As there are currently limited data available for Aboriginal Australians to be used as a reference for health-based research, a study in partnership with two Aboriginal Australian populations was carried out. The first population living at the edge of the Western Desert in Western Australia (WA) includes 72 Aboriginal Australians and has been previously described3. The second population includes 50 Aboriginal Australians from the Northern Territory (NT) of Australia selected as healthy individuals representative of populations studied in a recent genome-wide association study of rheumatic heart disease (RHD)4. WES of these individuals was carried out to provide a reference data set for known and novel variants (i.e. those exclusive to these Aboriginal Australian populations). In parallel, we updated our variant calling pipeline in line with current developments in the field5, and have re-called variants from the WA population to provide an improved and more concise set of variants. Together these two population data sets expand our Aboriginal Australian reference panel for use in the health sector, with particular reference to rare variants that will inform the diagnosis of rare genetic diseases in Aboriginal Australians6. In addition, our original dataset3 has been used to undertake the first systematic assessment of blood group antigen profiles in Indigenous Australian which is expected to guide transfusion practice for Aboriginal Australians7. For these health-based applications our data have some advantages over published8 WGS data for Aboriginal Australians where small numbers of DNAs (n of 5 to 13) from geographically and ethnically disparate groups across Australia were employed.

The exome data were processed with GATK 4.0.2.09,10 and SAMtools 1.711 using an ‘intersect-then-combine’ (ITC) approach, where variant calling was performed with GATK following the best practices, and also performed with SAMtools using the mpileup function, and only variants identified by both methods were retained. The NT population had an average sequence depth of 89.8% at 20X coverage and 83.3% at 30X coverage. The WA population had an average sequence depth of 82.2% at 20X coverage and 72.9% at 30X coverage (Fig. 1).

Fig. 1
figure 1

Whole exon coverage statistics. Panels show coverage at 20X and 30X for the WA population (a,b) and 20X and 30X coverage for the NT population (c,d). Each bar represents an individual sample and the percentage of bases with at least 20X or 30X coverage. Red lines mark 80% and 60% coverage at 20X and 30X depths, respectively, which all NT samples and most WA samples achieve.

The GATK pipeline involved several quality recalibration steps to ensure the quality of the variants called. The base quality score recalibration (BQSR) step is designed to detect systematic errors by the sequencer when it is calling base quality in the pre-processing stage. Later, the variant quality score recalibration (VQSR) calculates a new quality score named the VQSLOD (for variant quality score log-odds), which allows variant filtering with a balance of sensitivity and specificity to identify real variants whilst limiting false variants.

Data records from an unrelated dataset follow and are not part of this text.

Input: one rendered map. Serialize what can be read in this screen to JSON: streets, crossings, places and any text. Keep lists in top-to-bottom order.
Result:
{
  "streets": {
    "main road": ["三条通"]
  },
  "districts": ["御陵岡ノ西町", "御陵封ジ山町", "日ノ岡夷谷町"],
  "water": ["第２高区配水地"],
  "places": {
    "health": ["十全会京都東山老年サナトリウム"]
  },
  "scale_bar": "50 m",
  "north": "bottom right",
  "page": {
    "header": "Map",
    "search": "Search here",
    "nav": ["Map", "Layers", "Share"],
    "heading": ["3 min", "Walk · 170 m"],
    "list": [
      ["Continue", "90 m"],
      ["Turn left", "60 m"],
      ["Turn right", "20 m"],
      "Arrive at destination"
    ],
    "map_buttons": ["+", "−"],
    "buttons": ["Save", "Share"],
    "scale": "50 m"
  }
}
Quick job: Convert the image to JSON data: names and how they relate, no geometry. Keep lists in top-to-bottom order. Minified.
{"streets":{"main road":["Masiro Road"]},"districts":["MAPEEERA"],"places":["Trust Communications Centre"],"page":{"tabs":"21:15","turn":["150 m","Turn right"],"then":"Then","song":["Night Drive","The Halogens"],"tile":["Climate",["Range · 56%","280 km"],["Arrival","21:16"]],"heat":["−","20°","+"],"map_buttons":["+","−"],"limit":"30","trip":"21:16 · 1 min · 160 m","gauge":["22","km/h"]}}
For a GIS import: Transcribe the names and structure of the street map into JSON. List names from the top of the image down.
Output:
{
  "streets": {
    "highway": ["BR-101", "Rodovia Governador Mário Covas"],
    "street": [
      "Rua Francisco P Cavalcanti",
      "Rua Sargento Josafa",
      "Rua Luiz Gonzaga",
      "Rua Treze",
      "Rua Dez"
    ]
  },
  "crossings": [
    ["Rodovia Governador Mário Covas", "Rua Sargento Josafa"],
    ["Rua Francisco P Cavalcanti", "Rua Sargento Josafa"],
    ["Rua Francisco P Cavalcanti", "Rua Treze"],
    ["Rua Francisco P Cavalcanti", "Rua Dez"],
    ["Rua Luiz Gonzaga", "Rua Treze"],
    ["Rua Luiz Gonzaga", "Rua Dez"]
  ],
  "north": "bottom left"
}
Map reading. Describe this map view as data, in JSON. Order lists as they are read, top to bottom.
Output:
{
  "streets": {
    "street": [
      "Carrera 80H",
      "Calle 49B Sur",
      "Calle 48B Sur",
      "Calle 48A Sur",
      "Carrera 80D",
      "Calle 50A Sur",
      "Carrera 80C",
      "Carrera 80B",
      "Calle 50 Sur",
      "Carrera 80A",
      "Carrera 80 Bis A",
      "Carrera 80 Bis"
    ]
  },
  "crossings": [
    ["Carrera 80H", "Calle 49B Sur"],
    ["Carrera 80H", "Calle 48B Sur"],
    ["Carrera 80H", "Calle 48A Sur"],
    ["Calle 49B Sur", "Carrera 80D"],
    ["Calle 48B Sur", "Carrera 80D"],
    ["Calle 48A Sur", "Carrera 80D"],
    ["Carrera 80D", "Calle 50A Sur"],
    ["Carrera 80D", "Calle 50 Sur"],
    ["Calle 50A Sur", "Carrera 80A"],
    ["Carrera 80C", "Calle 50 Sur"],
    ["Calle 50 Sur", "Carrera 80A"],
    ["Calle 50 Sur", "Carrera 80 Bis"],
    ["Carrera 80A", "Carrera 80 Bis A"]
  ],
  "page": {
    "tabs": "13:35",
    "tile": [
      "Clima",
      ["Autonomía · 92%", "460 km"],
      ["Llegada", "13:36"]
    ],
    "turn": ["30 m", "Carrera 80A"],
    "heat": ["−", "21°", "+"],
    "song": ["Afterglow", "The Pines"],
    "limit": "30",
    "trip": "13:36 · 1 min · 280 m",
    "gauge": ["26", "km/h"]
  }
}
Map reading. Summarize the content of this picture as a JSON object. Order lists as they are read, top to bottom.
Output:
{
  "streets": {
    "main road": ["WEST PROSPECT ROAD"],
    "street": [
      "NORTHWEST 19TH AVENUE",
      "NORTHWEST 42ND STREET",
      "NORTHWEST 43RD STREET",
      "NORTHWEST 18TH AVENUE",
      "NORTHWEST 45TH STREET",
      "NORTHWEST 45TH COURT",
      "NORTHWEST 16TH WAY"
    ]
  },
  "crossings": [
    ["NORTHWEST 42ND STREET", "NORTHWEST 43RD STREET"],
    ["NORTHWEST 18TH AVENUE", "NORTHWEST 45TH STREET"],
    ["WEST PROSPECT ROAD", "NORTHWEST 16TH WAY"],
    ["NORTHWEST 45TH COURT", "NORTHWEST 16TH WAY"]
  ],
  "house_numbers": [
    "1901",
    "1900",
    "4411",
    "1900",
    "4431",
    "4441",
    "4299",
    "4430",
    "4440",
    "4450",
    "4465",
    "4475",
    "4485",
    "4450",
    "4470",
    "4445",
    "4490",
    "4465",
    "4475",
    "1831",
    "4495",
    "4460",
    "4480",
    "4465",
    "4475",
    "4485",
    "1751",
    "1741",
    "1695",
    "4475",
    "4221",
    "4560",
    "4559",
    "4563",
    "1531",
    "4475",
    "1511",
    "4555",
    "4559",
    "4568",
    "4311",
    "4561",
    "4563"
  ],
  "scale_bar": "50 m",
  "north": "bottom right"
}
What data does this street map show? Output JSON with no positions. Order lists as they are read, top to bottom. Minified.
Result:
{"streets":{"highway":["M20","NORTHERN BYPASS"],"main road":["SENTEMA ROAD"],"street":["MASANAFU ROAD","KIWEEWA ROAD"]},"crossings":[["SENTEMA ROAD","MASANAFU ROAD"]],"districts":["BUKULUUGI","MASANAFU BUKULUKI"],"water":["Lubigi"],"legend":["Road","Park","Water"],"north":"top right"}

Sequences were aligned to the hg19 reference human genome and a total number of 289,829 variants were identified in at least one individual in the NT cohort and 248,374 variants in at least one individual in the WA cohort. Of these, 166,719 variants were present in both cohorts, whilst 123,110 variants were private to the NT cohort and 81,655 were private to the WA cohort (Fig. 2).

Fig. 2
figure 2

Matrix layout for the intersections of variant identified in the WA and NT populations relative to the hg19 human reference genome. Dark circles in the matrix indicate sets that are part of the intersection.

The variants identified in these cohorts were compared to single nucleotide variants (SNVs) recorded in the database for nonsynonymous SNVs’ functional predictions (dbNSFP v3.5)2,12. This dbNSFP is a database of human SNPs that includes 20 functional prediction scores as well as 6 conservation scores and allele frequency data from 5 datasets for the 82,832,027 nonsynonymous SNVs (nsSNVs) and splice‐site variants (ssSNVs) in the human genome. We identified 8,801 and 12,363 nsSNVs not present in dbNSFP in the WA and NT population respectively. Of these variants, 2,356 were present in both populations.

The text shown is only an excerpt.